**What is required**
Would you please transcribe, exactly as written, the lines of the entries below starting at the one that holds "672px,176px 737px,91px 816px,31px" and ending at the one that holds "773px,66px 830px,0 892px,0", both included?
+++++
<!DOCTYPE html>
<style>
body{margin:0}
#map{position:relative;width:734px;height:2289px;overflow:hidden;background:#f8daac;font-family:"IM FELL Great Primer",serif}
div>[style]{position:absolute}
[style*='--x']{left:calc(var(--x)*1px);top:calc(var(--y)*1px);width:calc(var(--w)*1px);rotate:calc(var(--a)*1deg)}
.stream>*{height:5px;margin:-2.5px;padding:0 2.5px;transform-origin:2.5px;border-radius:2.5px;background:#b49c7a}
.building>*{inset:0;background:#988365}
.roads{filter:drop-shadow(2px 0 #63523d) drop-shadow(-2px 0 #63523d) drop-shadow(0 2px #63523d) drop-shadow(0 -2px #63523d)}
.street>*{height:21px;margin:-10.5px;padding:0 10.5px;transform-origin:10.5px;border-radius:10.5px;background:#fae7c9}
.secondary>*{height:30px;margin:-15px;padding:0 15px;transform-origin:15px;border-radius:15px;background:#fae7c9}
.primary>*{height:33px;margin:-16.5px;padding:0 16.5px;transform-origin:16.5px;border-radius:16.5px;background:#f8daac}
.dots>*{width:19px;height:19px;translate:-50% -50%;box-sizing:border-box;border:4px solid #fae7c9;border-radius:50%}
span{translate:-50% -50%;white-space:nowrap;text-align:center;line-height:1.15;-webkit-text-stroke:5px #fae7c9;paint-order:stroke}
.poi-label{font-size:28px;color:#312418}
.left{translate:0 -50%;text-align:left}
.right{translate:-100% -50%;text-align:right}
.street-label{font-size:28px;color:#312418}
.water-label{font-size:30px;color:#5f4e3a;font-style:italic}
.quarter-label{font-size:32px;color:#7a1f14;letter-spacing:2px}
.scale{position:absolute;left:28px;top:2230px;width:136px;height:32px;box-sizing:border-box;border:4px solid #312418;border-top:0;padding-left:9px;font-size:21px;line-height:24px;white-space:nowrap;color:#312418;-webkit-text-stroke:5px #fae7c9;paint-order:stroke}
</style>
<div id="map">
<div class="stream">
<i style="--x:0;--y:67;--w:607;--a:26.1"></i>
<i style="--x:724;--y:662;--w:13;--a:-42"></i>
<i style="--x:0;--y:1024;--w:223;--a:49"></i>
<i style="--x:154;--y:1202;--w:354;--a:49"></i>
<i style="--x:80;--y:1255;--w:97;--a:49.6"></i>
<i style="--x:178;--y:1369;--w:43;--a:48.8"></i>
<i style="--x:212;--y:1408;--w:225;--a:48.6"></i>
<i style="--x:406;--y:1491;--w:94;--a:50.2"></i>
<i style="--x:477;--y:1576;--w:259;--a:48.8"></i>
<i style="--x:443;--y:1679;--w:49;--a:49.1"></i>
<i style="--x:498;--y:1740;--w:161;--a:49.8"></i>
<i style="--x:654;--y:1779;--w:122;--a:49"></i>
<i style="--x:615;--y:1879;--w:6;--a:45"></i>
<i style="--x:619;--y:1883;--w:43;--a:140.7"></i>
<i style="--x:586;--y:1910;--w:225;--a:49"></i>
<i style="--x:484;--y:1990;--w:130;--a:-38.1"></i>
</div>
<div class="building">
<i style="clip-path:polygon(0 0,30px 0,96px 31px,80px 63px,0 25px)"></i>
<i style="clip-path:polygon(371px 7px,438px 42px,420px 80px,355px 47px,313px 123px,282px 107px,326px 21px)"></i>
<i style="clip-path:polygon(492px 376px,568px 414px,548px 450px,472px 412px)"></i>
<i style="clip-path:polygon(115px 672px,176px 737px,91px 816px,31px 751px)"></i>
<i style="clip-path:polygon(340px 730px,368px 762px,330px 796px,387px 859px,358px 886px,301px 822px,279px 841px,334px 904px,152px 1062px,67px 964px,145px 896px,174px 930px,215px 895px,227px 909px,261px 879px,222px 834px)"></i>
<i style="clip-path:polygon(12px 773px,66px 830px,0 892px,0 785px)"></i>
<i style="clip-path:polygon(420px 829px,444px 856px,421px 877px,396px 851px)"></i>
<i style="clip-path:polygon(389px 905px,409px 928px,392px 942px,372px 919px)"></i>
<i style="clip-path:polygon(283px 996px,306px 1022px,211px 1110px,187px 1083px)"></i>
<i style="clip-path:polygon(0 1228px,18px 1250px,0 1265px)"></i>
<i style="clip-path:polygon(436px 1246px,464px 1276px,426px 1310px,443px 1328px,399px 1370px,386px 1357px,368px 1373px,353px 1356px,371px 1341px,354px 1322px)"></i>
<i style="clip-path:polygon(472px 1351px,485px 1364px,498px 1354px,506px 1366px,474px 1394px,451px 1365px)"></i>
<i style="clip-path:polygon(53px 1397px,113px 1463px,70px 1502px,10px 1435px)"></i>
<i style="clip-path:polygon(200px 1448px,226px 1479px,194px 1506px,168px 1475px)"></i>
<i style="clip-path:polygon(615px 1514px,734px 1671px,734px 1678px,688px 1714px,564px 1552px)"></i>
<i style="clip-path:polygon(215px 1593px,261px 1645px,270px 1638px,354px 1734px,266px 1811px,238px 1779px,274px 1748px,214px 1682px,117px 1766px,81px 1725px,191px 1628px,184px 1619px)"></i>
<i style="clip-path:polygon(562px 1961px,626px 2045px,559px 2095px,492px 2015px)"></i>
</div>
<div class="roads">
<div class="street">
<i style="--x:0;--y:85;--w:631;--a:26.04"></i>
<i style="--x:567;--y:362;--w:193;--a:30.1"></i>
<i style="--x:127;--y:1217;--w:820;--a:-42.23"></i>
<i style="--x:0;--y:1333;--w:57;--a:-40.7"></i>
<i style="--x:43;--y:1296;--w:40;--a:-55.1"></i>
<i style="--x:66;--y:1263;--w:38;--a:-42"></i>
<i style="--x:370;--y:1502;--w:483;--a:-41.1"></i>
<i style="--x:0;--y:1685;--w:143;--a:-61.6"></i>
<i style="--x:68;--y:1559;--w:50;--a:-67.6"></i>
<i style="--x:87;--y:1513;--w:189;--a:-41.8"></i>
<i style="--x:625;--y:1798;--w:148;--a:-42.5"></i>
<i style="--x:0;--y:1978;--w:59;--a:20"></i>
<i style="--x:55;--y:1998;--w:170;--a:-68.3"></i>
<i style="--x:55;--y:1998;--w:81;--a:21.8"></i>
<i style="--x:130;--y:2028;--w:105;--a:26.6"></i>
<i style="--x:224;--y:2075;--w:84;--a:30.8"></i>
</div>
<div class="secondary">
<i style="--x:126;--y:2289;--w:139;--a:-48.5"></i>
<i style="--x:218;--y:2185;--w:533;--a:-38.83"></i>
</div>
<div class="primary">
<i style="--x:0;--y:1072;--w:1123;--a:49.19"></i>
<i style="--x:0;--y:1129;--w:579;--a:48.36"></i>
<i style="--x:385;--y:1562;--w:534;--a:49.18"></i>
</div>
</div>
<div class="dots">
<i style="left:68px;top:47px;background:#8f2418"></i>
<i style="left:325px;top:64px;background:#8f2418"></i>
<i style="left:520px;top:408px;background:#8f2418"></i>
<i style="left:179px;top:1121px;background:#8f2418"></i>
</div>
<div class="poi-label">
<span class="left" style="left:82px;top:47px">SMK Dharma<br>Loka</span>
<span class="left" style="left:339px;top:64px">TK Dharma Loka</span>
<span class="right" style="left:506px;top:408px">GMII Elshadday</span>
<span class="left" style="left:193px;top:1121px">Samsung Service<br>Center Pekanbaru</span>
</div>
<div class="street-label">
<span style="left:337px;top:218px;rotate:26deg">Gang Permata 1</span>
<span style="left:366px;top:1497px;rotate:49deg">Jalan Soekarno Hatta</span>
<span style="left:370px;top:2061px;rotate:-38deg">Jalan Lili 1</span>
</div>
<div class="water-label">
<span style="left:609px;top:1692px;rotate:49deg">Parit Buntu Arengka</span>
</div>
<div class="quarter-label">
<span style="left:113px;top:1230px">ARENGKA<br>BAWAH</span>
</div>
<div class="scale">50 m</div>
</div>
+++++
**Answer for the task**
<i style="clip-path:polygon(115px 672px,176px 737px,91px 816px,31px 751px)"></i>
<i style="clip-path:polygon(340px 730px,368px 762px,330px 796px,387px 859px,358px 886px,301px 822px,279px 841px,334px 904px,152px 1062px,67px 964px,145px 896px,174px 930px,215px 895px,227px 909px,261px 879px,222px 834px)"></i>
<i style="clip-path:polygon(12px 773px,66px 830px,0 892px,0 785px)"></i>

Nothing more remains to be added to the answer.